Those of us cricket fans who had seen it, are never likely to forget it.
April 18, 1986. Australasia Cup final at Sharjah. Set to chase 246, Pakistan are down to the last ball with four runs needed for a victory over India. Chetan Sharma comes in and lets go a full toss. And over the ropes it is hit by Javed Miandad. A great cricketing moment that. And also one of the most talked-about moments in modern cricketing history.
The judgment passed by all and sundry has always been this: that Sharma lost his nerves, and Miandad kept his.
And this is not typical to cricket, of course. Choking under pressure is quite often seen in sports events. Like Roberto Baggio infamously missing the deciding penalty for Italy in the final of the 1994 FIFA World Cup against Brazil.
Sharma and Baggio had the same problem in mental processing. They choked under pressure. It is tempting to dismiss such failures as “just nerves.” But to University of Chicago psychologist Sian Beilock, they are preventable results of information logjams in the brain. By studying how the brain works when we are doing our best — and when we choke — Beilock has formulated practical ideas about how to overcome performance lapses at critical moments.
Beilock’s research is the basis of her new book, Choke: What the Secrets of the Brain Reveal About Getting it Right When You Have To.
“Choking is suboptimal performance, not just poor performance. It’s a performance that is inferior to what you can do and have done in the past and occurs when you feel pressure to get everything right,” says Beilock, an associate professor in psychology.
Some of the most spectacular and memorable moments of choking occur in sports when the whole world is watching. Choking in such cases happens when the polished programmes executed by the brains of extremely accomplished athletes go awry.

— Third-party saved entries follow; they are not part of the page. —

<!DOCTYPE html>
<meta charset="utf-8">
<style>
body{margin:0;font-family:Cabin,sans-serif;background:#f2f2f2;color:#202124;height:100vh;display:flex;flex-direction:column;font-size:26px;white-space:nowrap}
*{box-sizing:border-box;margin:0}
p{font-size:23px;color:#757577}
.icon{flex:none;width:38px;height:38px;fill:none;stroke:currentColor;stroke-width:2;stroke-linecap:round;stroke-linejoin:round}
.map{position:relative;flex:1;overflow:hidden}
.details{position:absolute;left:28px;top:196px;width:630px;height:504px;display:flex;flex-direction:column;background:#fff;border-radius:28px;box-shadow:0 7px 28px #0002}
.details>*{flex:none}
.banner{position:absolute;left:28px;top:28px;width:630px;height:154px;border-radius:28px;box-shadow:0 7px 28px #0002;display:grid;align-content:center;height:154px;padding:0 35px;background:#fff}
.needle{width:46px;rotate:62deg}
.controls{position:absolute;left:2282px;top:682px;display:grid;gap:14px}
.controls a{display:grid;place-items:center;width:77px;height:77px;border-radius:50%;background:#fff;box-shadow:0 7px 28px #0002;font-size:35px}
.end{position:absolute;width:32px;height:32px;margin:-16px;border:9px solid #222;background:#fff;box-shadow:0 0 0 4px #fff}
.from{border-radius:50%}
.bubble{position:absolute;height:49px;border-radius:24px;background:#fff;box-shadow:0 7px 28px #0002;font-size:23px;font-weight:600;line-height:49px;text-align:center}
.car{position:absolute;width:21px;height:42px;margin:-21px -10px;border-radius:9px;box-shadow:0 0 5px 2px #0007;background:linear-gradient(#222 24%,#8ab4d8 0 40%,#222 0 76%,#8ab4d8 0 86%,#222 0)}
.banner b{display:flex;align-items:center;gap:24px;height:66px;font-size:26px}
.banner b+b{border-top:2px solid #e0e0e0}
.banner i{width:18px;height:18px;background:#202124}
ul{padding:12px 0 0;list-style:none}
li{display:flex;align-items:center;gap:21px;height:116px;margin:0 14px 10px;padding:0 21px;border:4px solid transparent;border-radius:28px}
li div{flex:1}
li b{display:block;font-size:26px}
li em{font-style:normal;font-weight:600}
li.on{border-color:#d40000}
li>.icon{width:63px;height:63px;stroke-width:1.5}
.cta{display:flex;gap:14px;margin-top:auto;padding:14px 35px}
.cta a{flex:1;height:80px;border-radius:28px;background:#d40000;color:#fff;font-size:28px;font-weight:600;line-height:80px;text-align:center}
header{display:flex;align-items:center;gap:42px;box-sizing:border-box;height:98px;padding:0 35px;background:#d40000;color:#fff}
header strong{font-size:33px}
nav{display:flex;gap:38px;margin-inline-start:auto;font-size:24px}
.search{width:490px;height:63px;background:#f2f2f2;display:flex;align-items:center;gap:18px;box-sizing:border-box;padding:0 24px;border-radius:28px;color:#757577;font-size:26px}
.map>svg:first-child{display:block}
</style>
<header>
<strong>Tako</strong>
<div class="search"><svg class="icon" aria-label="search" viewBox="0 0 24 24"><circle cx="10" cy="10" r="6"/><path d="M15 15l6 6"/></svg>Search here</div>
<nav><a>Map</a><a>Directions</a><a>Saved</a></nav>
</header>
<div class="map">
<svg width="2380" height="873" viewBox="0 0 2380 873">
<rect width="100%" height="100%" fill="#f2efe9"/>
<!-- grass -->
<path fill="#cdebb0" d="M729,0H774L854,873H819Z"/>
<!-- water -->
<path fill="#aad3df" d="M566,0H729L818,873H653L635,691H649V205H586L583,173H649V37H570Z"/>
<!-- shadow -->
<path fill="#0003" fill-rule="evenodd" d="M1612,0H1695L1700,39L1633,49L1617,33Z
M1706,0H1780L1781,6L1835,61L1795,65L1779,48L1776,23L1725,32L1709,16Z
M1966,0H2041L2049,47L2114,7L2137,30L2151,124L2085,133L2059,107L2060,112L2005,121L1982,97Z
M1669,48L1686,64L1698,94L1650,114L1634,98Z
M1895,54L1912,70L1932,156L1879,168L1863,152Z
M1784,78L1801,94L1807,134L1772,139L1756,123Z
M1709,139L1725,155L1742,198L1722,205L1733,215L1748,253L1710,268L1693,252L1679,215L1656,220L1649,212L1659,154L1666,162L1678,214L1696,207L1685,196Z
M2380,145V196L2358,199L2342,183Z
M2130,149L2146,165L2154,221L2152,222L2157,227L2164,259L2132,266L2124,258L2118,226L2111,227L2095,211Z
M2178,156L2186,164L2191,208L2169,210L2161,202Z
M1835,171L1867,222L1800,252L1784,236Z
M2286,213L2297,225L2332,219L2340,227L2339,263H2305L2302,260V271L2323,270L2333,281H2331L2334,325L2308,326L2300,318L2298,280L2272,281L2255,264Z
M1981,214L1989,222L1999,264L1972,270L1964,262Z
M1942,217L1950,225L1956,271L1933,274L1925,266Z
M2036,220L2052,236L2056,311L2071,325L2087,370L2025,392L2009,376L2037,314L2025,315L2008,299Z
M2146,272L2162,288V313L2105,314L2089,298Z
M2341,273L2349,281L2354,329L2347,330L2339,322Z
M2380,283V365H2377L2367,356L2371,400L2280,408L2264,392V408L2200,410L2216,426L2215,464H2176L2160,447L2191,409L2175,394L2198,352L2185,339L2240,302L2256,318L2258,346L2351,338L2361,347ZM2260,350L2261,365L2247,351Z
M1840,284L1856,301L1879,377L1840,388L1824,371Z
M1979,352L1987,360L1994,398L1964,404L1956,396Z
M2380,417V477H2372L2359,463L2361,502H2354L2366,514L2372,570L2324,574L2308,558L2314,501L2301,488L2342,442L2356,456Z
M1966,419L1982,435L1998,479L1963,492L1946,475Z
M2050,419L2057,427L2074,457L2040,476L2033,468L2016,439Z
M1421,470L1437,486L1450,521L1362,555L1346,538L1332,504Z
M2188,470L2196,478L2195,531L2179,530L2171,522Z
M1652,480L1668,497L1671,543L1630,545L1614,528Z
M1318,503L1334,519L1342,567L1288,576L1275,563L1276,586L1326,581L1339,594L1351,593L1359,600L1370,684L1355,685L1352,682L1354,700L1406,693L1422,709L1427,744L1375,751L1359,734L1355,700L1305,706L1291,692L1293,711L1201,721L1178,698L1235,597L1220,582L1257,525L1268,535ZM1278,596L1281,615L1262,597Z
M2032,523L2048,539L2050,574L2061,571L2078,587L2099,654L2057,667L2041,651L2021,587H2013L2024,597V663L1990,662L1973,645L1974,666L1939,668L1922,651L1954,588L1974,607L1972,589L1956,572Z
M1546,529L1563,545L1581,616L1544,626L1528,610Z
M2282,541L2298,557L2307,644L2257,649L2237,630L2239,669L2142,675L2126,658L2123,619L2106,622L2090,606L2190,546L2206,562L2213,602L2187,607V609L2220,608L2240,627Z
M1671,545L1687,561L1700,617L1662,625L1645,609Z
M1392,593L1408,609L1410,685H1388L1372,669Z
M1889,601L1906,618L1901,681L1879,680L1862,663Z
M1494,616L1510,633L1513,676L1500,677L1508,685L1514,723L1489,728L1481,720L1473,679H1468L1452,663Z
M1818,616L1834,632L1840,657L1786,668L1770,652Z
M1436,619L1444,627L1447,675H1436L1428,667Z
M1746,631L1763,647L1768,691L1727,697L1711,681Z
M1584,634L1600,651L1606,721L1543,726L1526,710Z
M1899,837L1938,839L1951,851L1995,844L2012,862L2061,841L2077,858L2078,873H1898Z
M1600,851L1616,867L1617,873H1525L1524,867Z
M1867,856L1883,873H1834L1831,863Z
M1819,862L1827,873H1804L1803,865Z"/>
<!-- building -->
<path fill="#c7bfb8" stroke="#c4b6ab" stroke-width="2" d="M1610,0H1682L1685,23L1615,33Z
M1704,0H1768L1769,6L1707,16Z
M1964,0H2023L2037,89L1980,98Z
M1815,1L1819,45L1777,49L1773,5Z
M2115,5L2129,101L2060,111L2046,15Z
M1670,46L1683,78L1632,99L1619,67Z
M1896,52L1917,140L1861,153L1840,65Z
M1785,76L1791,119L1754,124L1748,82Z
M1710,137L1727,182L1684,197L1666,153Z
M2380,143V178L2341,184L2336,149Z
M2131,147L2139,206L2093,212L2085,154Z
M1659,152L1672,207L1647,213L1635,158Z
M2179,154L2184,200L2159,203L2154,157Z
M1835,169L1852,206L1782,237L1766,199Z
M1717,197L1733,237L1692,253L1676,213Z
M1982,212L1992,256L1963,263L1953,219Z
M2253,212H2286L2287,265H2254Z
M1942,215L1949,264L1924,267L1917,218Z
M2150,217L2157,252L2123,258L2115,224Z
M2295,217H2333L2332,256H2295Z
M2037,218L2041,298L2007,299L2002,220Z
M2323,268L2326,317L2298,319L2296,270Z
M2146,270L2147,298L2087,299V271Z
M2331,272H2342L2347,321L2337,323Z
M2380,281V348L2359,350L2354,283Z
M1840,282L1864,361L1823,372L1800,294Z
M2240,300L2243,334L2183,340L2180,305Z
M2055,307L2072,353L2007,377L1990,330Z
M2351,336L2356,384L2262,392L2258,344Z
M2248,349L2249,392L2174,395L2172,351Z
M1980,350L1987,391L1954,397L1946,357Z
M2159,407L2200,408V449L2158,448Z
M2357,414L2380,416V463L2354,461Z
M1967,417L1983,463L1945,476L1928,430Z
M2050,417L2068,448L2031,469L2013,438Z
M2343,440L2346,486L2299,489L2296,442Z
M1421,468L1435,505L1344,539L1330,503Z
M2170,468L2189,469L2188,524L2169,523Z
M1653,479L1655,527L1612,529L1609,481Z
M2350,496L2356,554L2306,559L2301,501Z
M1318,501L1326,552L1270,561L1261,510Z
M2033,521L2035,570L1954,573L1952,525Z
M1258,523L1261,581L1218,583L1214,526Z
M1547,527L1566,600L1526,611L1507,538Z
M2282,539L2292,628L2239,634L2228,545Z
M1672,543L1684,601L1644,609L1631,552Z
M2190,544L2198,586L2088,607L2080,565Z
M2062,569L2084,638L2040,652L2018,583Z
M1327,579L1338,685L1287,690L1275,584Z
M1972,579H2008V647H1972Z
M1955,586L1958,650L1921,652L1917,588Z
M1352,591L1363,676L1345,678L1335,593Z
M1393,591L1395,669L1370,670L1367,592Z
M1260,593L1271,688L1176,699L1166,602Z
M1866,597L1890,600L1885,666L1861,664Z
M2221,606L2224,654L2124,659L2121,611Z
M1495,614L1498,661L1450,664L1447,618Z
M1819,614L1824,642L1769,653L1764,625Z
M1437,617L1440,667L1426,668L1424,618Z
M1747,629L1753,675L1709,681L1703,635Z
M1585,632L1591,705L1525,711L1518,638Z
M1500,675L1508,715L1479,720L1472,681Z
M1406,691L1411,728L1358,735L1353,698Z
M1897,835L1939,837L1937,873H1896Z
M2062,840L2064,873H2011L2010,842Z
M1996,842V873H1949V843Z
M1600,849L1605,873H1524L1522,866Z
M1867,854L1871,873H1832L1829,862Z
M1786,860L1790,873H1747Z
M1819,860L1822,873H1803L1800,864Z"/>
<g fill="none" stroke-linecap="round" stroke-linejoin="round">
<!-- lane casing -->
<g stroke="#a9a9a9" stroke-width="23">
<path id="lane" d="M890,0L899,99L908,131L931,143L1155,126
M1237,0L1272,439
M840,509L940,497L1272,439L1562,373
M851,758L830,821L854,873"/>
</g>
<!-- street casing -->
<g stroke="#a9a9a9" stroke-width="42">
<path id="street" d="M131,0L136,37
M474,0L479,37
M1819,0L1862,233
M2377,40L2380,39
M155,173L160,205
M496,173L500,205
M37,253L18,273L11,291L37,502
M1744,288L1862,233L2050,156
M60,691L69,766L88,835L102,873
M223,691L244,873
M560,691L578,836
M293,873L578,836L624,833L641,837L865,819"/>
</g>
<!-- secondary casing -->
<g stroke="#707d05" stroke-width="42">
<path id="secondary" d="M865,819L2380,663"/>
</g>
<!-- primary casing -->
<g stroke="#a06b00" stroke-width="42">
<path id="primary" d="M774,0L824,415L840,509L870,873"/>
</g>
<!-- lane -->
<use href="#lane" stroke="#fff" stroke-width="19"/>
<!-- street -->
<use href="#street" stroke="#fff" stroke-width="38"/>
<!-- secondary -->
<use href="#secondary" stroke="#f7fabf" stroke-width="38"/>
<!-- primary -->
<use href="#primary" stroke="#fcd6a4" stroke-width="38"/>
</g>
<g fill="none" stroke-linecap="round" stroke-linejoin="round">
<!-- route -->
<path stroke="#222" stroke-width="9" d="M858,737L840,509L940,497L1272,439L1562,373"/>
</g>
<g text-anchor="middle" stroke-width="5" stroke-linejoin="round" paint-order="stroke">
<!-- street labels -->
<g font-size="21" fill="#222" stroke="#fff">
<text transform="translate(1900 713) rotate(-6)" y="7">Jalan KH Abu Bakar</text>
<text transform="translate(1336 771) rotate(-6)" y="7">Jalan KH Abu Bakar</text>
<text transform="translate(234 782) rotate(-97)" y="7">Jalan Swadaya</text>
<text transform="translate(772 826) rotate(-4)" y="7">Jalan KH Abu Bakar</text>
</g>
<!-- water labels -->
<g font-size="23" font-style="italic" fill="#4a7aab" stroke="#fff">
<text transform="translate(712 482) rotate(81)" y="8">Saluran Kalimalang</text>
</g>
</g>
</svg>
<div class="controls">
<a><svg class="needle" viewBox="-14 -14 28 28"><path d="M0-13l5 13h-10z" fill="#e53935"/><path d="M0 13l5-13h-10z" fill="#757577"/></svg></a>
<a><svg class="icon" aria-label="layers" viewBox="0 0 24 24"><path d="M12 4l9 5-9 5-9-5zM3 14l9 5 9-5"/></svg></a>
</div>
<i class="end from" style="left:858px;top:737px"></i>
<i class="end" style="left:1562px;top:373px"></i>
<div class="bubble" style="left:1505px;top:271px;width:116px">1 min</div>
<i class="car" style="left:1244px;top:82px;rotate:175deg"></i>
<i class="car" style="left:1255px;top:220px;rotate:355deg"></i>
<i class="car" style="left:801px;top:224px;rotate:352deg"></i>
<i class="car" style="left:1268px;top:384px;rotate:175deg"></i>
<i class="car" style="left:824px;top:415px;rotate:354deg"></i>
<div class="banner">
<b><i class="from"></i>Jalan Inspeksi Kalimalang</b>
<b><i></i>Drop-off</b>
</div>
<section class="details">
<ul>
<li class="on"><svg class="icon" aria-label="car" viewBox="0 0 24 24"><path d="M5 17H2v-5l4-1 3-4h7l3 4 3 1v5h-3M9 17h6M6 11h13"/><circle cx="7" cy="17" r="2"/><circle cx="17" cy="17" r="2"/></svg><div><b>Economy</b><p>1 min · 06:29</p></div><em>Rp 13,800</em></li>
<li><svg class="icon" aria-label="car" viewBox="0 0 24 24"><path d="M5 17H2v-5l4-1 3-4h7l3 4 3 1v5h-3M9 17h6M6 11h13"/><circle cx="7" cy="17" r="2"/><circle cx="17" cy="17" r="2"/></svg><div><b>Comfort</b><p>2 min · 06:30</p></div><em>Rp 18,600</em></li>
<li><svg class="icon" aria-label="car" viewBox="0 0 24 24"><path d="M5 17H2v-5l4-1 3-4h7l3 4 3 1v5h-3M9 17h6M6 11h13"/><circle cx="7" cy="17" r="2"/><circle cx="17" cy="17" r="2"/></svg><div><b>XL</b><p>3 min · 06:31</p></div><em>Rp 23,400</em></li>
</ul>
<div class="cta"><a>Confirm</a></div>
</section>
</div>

In Choke, Beilock recounts famous examples of these malfunctions in the context of brain science to tell the story of why people choke and what can be done to alleviate it.
Thinking too much about what you are doing, because you are worried about losing the lead or worrying about failing in general, can lead to “paralysis by analysis.” This occurs when people try to control every aspect of what they are doing in an attempt to ensure success. Unfortunately, this increased control can backfire, disrupting what was once a fluid, flawless performance.
“My research team and I have found that highly skilled golfers are more likely to hole a simple 3-foot putt when we give them the tools to stop analysing their shot, to stop thinking,” Beilock points out. “Highly practiced putts run better when you don’t try to control every aspect of performance.”
Even a simple trick of singing helps prevent portions of the brain that might interfere with performance from taking over, Beilock’s research shows. Whistling can help at work. “If the tasks are automatic and you have done them a thousand times in the past, a mild distraction such as whistling can help them run off more smoothly under pressure.”
The brain also can work to sabotage performance in ways other than paralysis by analysis. For instance, pressure-filled situations can deplete a part of the brain’s processing power known as working memory, which is critical to many everyday activities.
Beilock’s work has shown the importance of working memory in helping people perform their best, in academics and in business. Working memory is lodged in the prefrontal cortex and is a sort of mental scratch pad that is temporary storage for information relevant to the task at hand, whether that task is doing a math problem at the board or responding to tough, on-the-spot questions from a client. Talented people often have the most working memory, but when worries creep up, the working memory they normally use to succeed becomes overburdened. People lose the brain power necessary to excel.
One example is the phenomenon of “stereotype threat.” This is when otherwise talented people don’t perform up to their abilities because they are worried about confirming popular cultural myths that contend, for instance, that boys and girls naturally perform differently in math or that a person’s race determines his or her test performance.
In Choke, Beilock describes research demonstrating that high-achieving people underperform when they are worried about confirming a stereotype about the racial group or gender to which they belong. These worries deplete the working memory necessary for success. The perceptions take hold early in schooling and can be either reinforced or abolished by powerful role models.
In one study, researchers gave standardised tests to black and white students, both before and after US President Barack Obama was elected. Black test takers performed worse than white test takers before the election. Immediately after Obama’s election, however, blacks’ performance improved so much that their scores were nearly equal with whites. When black students can overcome the worries brought on by stereotypes, because they see someone like President Obama who directly counters myths about racial variation in intelligence, their performance improves.
Beilock and her colleagues also have shown that when first-grade girls believe that boys are better than girls at math, they perform more poorly on math tests. One big source of this belief? The girls’ female teachers. It turns out that elementary school teachers are often highly anxious about their own math abilities, and this anxiety is modelled from teacher to student. When the teachers serve as positive role models in math, their male and female students perform equally well.
What can help? Beilock vouches for relaxation techniques. A person also can overcome anxiety by thinking about what to say, not what not to say, she says. “Think about the journey, not the outcome. Remind yourself that you have the background to succeed and that you are in control of the situation. This can be the confidence boost you need to ace your pitch or to succeed in other ways when facing life’s challenges.”